• [WHAT IS REQUIRED]
For the string "position", report how many lines in the records below contain it, and nothing more.

Saved data entries
====

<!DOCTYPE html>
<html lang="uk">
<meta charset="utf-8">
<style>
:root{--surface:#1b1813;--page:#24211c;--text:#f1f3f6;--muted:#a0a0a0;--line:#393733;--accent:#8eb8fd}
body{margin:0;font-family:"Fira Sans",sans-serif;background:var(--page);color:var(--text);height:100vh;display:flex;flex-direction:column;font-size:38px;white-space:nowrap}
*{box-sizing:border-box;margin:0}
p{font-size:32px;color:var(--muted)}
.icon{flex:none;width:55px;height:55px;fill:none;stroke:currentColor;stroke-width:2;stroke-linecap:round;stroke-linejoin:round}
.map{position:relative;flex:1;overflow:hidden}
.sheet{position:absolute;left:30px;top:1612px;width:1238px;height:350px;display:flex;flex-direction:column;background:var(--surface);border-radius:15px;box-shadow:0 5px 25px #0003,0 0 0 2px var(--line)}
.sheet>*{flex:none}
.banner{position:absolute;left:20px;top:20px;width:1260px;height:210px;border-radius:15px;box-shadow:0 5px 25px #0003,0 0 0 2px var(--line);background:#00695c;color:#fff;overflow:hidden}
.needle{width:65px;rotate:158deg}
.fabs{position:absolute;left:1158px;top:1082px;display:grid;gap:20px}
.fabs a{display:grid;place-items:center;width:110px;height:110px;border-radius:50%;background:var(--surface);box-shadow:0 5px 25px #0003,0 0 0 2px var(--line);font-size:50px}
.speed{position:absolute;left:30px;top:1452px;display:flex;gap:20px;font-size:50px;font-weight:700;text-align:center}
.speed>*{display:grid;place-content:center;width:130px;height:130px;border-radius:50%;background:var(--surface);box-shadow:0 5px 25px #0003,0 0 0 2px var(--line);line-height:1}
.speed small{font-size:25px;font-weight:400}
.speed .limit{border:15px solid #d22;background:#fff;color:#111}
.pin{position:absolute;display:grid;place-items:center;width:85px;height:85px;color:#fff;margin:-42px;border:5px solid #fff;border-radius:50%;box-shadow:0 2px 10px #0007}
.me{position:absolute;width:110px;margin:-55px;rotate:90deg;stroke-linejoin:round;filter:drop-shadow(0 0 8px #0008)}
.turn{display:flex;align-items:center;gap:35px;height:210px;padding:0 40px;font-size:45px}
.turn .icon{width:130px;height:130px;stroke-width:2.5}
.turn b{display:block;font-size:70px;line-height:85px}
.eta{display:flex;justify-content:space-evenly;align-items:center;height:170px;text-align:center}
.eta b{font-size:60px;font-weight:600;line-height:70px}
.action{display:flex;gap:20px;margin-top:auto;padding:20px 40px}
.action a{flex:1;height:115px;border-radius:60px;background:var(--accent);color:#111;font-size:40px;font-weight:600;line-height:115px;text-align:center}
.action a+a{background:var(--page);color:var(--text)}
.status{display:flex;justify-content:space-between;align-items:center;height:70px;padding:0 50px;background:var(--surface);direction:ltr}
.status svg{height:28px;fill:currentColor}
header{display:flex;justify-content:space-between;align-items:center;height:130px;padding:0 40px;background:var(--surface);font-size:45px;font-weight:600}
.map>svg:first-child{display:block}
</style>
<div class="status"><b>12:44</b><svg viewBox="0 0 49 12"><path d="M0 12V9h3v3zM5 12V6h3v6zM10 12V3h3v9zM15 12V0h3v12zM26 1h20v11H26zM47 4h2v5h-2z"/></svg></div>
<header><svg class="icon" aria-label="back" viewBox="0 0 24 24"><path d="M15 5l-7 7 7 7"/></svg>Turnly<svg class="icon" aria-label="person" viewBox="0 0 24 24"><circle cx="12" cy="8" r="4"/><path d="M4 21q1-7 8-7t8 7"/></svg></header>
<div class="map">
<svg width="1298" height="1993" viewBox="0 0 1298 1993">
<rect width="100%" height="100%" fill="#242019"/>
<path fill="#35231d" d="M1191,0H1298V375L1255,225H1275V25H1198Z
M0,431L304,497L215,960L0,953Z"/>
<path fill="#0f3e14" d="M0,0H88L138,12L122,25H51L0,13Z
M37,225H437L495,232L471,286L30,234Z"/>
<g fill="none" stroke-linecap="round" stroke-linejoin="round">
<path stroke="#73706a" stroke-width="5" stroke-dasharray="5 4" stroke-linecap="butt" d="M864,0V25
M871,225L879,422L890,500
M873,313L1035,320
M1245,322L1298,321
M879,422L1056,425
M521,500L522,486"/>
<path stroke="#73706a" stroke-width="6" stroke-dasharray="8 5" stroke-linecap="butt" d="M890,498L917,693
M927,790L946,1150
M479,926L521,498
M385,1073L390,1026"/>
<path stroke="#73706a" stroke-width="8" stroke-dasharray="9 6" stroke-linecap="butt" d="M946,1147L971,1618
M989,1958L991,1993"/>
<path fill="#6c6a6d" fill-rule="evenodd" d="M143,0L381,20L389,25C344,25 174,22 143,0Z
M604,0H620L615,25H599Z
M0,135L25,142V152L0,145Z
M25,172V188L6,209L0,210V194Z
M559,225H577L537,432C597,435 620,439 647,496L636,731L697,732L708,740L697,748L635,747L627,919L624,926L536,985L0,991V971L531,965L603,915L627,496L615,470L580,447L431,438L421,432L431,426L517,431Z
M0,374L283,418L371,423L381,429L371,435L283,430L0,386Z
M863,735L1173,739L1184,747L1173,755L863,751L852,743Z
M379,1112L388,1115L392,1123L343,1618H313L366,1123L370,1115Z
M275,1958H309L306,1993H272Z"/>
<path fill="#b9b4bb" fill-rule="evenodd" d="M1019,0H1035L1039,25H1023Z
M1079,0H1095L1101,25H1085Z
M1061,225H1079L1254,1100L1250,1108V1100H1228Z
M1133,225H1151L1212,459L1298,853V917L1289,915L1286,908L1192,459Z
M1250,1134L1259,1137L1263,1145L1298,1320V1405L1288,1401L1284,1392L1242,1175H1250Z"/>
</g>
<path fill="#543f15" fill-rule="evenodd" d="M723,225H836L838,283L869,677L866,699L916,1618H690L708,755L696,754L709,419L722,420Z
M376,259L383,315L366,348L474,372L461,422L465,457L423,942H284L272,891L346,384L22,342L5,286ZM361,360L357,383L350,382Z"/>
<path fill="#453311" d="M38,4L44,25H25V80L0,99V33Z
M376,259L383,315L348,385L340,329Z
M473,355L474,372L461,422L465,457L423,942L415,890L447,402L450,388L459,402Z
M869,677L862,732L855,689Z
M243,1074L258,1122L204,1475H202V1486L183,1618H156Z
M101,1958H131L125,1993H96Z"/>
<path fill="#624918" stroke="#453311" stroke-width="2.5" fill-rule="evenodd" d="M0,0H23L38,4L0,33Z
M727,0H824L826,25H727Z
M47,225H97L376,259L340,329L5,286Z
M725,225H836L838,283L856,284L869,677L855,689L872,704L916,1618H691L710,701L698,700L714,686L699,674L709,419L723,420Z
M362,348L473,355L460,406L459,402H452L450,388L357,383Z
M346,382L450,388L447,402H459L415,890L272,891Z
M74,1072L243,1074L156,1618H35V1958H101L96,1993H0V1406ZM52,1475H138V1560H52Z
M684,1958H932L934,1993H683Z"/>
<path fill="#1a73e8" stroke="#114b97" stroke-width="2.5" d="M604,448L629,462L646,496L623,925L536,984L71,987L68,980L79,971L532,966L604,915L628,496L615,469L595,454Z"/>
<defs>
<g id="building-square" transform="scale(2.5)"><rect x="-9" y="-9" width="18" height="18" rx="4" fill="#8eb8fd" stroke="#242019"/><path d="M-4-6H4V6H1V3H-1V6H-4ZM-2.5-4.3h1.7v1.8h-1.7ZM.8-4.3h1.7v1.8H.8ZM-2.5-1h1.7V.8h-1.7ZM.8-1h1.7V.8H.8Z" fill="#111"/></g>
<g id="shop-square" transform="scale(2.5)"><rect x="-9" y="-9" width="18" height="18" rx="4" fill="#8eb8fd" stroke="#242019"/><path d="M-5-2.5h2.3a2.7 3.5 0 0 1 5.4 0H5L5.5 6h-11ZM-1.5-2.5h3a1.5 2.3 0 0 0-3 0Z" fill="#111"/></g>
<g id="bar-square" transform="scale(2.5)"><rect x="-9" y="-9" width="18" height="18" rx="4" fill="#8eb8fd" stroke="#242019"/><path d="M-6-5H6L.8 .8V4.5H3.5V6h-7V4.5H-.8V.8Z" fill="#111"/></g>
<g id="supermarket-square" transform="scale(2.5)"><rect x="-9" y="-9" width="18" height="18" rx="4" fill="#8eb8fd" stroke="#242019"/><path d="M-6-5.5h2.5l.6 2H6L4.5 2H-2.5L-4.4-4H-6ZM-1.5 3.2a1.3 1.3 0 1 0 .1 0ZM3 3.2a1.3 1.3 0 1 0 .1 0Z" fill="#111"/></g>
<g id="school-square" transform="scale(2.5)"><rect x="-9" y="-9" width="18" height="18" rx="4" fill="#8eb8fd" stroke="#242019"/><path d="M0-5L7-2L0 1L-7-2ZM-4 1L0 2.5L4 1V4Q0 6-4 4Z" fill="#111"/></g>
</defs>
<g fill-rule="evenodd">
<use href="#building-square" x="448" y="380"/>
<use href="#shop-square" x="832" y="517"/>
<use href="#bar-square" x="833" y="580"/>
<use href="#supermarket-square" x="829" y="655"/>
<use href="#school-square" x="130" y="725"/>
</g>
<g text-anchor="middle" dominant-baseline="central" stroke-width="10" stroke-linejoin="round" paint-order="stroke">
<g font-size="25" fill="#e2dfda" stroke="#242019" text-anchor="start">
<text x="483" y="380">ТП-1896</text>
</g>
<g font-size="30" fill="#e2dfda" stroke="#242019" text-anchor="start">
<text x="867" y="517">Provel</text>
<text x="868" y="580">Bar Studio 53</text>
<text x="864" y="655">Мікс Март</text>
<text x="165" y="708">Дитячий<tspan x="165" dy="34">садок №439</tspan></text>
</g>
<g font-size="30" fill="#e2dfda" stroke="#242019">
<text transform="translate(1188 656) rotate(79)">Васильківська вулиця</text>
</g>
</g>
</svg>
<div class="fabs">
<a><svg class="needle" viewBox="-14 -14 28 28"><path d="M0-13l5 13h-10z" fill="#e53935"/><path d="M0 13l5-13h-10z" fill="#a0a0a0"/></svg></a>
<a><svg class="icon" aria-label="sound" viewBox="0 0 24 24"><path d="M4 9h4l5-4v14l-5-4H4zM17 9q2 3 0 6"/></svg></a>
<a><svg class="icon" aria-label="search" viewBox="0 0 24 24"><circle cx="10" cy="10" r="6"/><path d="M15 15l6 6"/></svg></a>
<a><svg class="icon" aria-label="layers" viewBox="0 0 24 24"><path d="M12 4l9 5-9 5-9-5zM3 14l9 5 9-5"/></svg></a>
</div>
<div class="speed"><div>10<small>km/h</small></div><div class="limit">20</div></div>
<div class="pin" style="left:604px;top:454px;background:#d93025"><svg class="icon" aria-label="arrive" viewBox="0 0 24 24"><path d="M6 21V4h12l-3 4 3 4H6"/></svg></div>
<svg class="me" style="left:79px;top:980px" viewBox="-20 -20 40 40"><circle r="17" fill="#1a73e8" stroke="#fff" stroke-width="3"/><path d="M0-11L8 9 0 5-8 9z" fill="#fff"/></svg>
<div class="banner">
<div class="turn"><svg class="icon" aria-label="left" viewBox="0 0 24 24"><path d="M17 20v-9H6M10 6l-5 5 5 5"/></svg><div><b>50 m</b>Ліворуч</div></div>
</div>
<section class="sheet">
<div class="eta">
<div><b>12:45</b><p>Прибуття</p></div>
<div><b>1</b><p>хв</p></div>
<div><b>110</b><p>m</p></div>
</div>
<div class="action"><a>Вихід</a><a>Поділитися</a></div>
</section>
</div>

====

• [RESPONSE BOX]
7